━━ RECORDS FOR PROCESSING

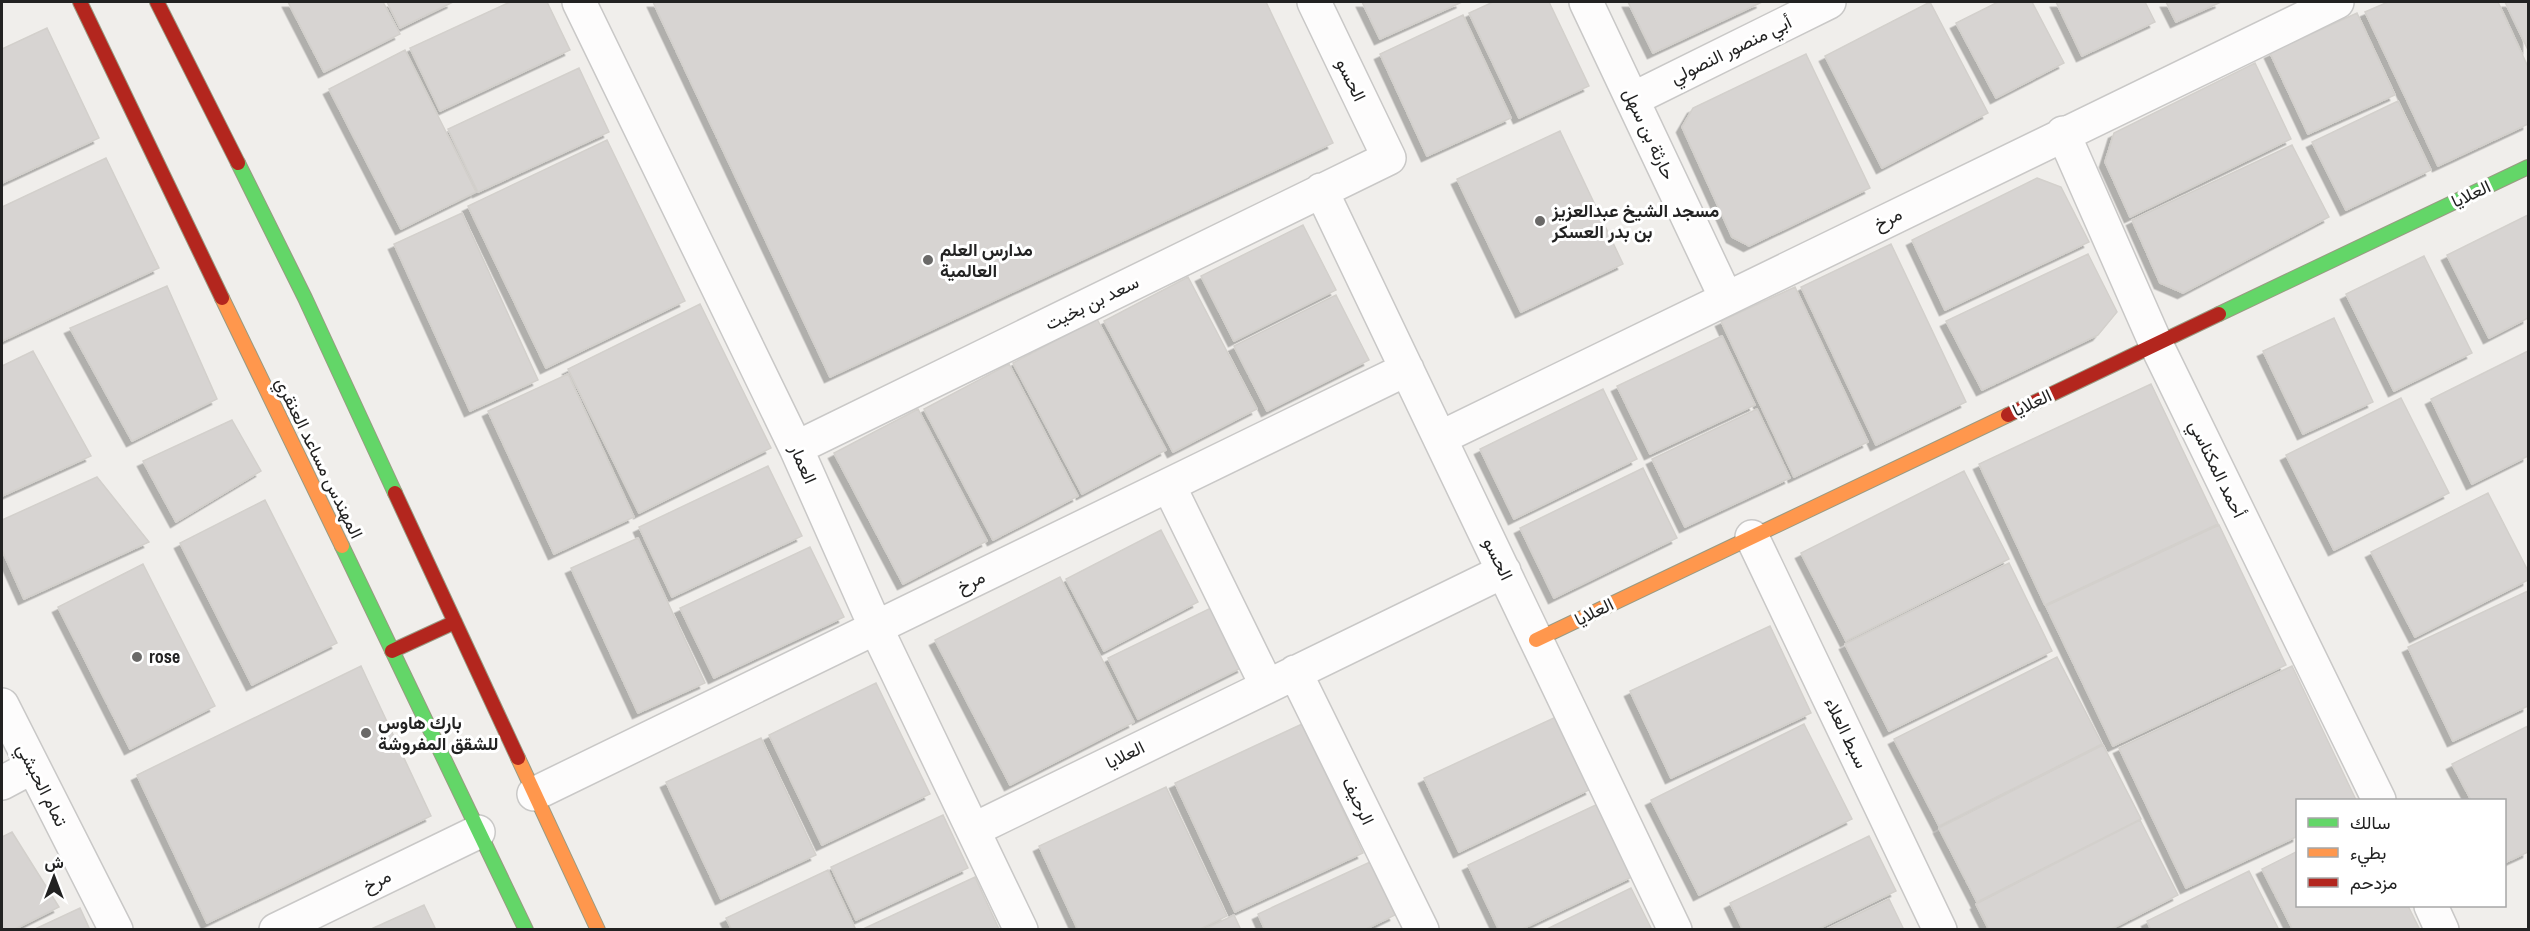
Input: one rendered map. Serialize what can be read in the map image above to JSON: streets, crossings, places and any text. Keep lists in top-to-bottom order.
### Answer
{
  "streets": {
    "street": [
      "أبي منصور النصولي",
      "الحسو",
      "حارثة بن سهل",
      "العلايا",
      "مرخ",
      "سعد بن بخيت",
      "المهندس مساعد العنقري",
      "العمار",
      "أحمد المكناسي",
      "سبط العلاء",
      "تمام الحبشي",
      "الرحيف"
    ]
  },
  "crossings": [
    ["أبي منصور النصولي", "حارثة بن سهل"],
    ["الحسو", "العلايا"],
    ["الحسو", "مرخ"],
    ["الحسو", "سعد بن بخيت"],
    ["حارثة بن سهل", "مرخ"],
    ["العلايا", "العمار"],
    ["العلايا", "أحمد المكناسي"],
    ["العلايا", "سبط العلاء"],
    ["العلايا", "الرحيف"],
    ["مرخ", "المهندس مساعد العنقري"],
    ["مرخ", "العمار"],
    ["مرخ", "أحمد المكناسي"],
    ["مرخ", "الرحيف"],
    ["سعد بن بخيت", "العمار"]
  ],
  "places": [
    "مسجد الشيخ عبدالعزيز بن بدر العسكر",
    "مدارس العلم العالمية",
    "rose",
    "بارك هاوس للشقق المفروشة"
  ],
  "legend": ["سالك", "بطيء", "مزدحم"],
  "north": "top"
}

━━━━
━━ RECORDS FOR PROCESSING

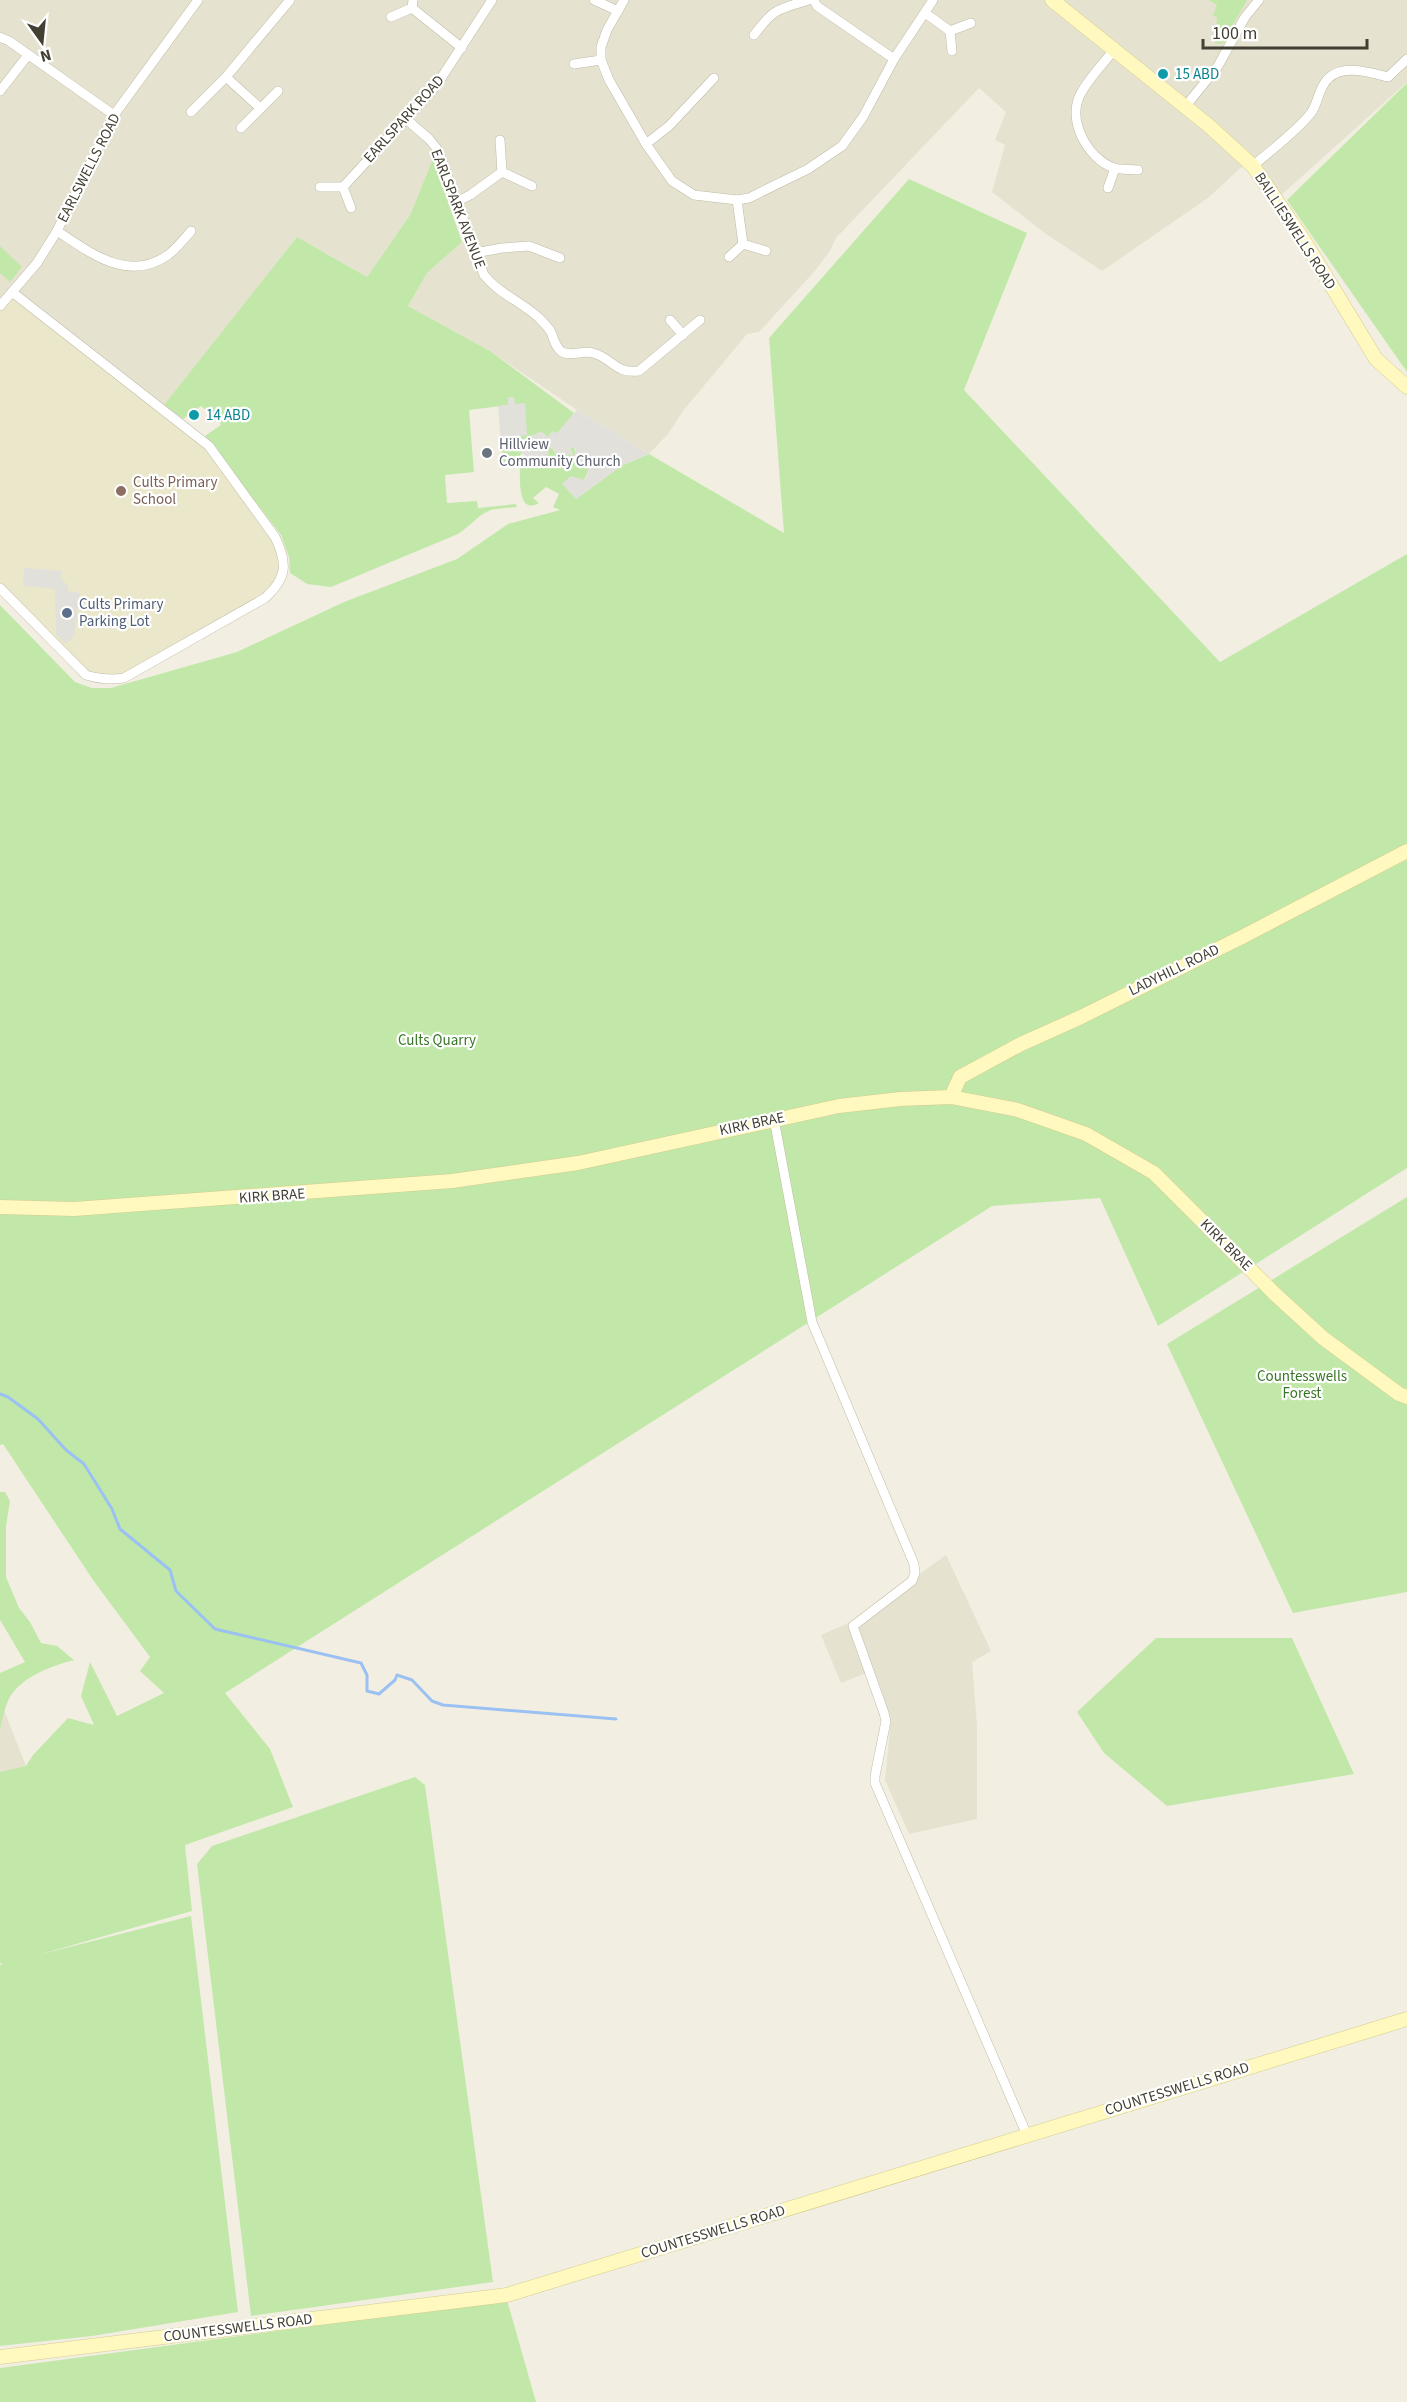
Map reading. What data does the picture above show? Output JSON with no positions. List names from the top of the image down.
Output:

━━━━

• **EXERCISE BRIEF**:
Going through the entries above, show each line that contains "JSON".

• **SOLVED PROBLEM**:
Input: one rendered map. Serialize what can be read in the map image above to JSON: streets, crossings, places and any text. Keep lists in top-to-bottom order.
Map reading. What data does the picture above show? Output JSON with no positions. List names from the top of the image down.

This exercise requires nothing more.